PROBLEM TO WORK ON:
Retype each line of the material below word for word; pictures stay out.

DATA EXTRACT:
○ ○ ○ ○ ○

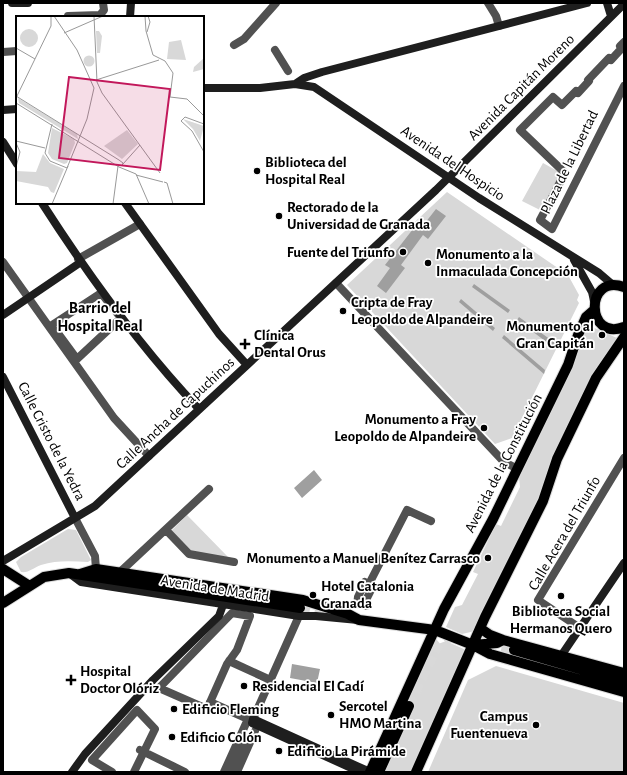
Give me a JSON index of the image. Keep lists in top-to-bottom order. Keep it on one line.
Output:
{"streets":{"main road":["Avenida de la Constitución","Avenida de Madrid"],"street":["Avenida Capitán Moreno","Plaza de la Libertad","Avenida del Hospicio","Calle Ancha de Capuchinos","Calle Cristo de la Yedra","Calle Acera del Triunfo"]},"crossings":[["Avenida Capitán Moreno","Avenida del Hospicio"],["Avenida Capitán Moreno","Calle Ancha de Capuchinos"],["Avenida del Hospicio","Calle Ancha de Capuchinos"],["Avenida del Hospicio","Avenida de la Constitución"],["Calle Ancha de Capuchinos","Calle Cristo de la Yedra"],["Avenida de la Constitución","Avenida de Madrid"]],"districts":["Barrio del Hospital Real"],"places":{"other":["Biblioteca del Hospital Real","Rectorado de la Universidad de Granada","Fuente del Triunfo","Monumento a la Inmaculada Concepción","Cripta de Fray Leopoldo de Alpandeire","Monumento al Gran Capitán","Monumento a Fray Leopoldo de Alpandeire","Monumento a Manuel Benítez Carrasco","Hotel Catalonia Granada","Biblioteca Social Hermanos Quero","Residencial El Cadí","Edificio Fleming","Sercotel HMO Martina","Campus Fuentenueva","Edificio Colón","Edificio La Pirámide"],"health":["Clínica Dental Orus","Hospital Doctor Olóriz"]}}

○ ○ ○ ○ ○

RESULT:
Give me a JSON index of the image. Keep lists in top-to-bottom order. Keep it on one line.
Output:
{"streets":{"main road":["Avenida de la Constitución","Avenida de Madrid"],"street":["Avenida Capitán Moreno","Plaza de la Libertad","Avenida del Hospicio","Calle Ancha de Capuchinos","Calle Cristo de la Yedra","Calle Acera del Triunfo"]},"crossings":[["Avenida Capitán Moreno","Avenida del Hospicio"],["Avenida Capitán Moreno","Calle Ancha de Capuchinos"],["Avenida del Hospicio","Calle Ancha de Capuchinos"],["Avenida del Hospicio","Avenida de la Constitución"],["Calle Ancha de Capuchinos","Calle Cristo de la Yedra"],["Avenida de la Constitución","Avenida de Madrid"]],"districts":["Barrio del Hospital Real"],"places":{"other":["Biblioteca del Hospital Real","Rectorado de la Universidad de Granada","Fuente del Triunfo","Monumento a la Inmaculada Concepción","Cripta de Fray Leopoldo de Alpandeire","Monumento al Gran Capitán","Monumento a Fray Leopoldo de Alpandeire","Monumento a Manuel Benítez Carrasco","Hotel Catalonia Granada","Biblioteca Social Hermanos Quero","Residencial El Cadí","Edificio Fleming","Sercotel HMO Martina","Campus Fuentenueva","Edificio Colón","Edificio La Pirámide"],"health":["Clínica Dental Orus","Hospital Doctor Olóriz"]}}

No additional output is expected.